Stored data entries
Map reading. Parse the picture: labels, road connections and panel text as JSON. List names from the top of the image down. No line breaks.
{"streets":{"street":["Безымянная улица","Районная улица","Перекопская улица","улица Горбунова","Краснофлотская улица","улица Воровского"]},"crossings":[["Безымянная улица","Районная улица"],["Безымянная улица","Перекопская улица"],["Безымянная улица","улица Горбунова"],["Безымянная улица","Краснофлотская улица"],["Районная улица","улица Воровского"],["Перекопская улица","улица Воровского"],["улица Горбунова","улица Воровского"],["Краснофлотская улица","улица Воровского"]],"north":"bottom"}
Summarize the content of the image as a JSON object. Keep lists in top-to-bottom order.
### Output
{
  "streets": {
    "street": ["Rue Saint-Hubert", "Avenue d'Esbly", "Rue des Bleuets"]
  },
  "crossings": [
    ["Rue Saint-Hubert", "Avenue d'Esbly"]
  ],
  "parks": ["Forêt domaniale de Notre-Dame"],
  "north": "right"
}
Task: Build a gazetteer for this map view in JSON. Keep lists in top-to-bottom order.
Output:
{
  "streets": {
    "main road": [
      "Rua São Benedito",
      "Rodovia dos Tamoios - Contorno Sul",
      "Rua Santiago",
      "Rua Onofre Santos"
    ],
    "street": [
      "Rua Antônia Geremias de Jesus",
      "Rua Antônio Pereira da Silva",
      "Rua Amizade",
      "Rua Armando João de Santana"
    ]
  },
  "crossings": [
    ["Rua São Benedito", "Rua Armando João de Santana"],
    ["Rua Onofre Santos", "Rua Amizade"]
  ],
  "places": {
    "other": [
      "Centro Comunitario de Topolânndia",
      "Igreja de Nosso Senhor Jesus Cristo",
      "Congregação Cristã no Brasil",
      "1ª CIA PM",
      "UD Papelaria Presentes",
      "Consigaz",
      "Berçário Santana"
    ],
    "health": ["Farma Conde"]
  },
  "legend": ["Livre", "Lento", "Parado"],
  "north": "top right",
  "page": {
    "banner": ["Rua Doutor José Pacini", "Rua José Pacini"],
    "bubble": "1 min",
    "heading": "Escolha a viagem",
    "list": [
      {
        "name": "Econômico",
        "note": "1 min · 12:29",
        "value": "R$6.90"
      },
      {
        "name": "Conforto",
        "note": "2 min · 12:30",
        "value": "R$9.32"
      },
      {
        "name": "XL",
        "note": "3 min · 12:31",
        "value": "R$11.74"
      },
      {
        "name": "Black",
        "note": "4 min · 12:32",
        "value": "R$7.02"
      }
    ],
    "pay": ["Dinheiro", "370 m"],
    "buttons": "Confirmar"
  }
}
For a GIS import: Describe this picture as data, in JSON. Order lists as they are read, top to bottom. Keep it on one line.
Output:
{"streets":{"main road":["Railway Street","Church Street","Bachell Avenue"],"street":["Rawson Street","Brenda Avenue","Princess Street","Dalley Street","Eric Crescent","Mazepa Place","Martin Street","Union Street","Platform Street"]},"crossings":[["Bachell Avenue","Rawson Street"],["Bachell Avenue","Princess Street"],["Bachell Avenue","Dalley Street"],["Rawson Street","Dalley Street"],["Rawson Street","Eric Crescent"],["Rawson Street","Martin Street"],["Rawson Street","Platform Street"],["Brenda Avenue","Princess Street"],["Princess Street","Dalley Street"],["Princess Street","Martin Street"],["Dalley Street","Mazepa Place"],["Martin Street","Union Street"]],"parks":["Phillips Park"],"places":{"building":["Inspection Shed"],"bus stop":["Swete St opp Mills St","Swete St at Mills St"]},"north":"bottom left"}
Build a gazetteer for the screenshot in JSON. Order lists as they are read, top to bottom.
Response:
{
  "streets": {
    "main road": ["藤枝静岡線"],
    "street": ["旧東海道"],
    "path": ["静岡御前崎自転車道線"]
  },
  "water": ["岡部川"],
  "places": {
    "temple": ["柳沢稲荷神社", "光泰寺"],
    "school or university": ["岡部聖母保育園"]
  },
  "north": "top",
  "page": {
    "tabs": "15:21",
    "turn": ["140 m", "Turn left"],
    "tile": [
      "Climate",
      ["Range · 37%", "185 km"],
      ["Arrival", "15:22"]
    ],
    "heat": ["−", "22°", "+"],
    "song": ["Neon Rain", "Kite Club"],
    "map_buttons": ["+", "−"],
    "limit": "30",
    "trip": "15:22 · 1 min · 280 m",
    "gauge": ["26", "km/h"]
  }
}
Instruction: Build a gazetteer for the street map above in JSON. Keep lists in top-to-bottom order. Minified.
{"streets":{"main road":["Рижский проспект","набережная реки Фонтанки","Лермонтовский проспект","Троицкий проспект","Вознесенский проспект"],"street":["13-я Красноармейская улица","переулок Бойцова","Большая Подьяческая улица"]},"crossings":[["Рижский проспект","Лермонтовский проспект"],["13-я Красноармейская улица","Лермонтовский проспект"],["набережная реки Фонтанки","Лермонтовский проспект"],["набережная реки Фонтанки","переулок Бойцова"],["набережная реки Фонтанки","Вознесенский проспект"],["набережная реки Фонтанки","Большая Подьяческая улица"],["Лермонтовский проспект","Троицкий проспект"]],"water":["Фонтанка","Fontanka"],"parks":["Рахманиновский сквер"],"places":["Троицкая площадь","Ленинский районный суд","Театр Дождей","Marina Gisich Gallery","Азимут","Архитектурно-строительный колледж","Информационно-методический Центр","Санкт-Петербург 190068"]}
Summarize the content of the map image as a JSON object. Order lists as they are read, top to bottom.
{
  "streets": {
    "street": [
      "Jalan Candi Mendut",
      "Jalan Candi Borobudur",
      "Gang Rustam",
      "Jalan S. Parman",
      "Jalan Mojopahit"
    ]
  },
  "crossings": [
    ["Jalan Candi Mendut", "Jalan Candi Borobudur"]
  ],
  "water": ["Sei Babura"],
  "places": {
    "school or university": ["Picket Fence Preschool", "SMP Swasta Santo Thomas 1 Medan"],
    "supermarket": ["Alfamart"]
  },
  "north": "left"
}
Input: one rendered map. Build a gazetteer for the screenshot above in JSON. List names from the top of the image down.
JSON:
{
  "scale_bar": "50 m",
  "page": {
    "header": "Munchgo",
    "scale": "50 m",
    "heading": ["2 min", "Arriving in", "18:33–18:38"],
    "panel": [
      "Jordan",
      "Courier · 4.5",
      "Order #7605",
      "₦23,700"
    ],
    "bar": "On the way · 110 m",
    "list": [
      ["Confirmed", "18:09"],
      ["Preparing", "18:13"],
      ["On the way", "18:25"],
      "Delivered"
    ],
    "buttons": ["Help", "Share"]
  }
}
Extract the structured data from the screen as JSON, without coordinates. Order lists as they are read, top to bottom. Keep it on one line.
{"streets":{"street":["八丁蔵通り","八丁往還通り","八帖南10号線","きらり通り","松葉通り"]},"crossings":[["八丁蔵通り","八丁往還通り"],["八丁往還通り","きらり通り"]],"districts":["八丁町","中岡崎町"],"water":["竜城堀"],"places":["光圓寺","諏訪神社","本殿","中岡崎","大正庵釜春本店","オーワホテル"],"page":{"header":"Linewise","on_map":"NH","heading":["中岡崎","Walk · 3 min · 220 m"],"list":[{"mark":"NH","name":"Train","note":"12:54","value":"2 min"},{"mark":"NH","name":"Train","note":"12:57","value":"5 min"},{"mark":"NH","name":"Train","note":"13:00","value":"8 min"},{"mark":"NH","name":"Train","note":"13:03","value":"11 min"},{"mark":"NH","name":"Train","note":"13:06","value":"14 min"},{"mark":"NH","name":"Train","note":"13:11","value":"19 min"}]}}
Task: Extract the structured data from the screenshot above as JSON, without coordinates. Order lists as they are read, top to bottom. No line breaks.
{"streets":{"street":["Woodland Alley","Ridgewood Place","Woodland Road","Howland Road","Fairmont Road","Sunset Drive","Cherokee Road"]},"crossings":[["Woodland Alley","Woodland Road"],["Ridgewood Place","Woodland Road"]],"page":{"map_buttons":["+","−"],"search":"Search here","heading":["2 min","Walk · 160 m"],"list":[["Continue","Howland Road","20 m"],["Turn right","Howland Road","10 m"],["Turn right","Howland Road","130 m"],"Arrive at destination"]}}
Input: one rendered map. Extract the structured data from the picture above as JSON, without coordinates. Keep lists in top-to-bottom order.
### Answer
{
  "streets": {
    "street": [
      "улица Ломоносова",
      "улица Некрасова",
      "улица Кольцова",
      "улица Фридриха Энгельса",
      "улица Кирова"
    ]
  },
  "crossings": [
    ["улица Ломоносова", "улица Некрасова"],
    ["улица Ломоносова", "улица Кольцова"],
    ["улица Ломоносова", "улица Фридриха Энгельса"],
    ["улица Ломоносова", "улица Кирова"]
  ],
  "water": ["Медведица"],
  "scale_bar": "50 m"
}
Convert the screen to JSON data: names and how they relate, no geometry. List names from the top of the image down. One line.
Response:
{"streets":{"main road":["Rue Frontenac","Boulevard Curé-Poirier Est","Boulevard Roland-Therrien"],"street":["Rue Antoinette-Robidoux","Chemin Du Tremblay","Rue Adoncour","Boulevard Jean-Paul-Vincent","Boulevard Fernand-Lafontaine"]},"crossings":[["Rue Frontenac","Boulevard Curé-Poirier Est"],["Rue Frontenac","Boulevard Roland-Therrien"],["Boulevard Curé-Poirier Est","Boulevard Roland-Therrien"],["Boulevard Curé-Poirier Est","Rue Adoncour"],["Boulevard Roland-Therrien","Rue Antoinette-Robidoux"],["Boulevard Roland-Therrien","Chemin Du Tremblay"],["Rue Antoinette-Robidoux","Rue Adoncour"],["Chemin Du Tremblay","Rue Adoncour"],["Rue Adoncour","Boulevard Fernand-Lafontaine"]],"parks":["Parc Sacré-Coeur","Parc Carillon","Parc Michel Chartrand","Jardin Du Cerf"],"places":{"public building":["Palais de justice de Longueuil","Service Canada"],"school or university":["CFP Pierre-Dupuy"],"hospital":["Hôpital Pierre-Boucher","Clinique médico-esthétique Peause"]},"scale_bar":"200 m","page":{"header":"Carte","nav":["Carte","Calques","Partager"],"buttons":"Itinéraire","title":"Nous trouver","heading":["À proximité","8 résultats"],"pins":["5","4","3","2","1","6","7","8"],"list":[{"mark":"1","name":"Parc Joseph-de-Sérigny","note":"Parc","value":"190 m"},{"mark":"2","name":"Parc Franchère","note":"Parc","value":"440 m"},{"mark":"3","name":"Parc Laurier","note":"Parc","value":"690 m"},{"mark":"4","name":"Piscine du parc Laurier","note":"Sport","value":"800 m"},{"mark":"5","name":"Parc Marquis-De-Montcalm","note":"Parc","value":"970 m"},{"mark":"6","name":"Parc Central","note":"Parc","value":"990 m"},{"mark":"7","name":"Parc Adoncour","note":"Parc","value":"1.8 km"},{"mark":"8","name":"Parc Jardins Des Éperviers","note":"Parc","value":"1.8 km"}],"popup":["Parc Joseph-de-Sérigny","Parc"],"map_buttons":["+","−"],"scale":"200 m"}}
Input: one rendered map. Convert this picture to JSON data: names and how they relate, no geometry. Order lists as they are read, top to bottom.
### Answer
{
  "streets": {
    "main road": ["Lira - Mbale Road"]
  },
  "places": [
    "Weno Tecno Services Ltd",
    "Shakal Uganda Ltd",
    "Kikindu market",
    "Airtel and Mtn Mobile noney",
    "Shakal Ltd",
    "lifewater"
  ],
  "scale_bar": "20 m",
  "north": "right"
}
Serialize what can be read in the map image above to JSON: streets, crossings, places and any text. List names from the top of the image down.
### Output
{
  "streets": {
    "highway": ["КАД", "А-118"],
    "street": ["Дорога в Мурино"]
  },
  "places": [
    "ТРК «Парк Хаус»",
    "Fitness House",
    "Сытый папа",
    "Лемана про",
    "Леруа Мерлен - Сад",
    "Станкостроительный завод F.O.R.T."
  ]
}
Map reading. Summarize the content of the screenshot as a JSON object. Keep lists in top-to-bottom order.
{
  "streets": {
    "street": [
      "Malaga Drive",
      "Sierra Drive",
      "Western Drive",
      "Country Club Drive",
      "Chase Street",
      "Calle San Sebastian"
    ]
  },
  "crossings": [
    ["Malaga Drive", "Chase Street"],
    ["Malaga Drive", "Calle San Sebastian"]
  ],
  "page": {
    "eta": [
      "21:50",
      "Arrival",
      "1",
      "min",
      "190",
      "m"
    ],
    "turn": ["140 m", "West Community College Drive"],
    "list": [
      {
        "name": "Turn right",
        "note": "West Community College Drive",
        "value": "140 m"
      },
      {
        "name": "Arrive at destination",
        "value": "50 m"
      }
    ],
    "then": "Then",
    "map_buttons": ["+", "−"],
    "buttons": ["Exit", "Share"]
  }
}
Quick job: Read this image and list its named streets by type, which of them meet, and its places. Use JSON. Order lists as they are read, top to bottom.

Work order
Would you copy out every line in the records that includes the string "Input"?

Output below
Input: one rendered map. Build a gazetteer for the screenshot above in JSON. List names from the top of the image down.
Input: one rendered map. Extract the structured data from the picture above as JSON, without coordinates. Keep lists in top-to-bottom order.
Input: one rendered map. Convert this picture to JSON data: names and how they relate, no geometry. Order lists as they are read, top to bottom.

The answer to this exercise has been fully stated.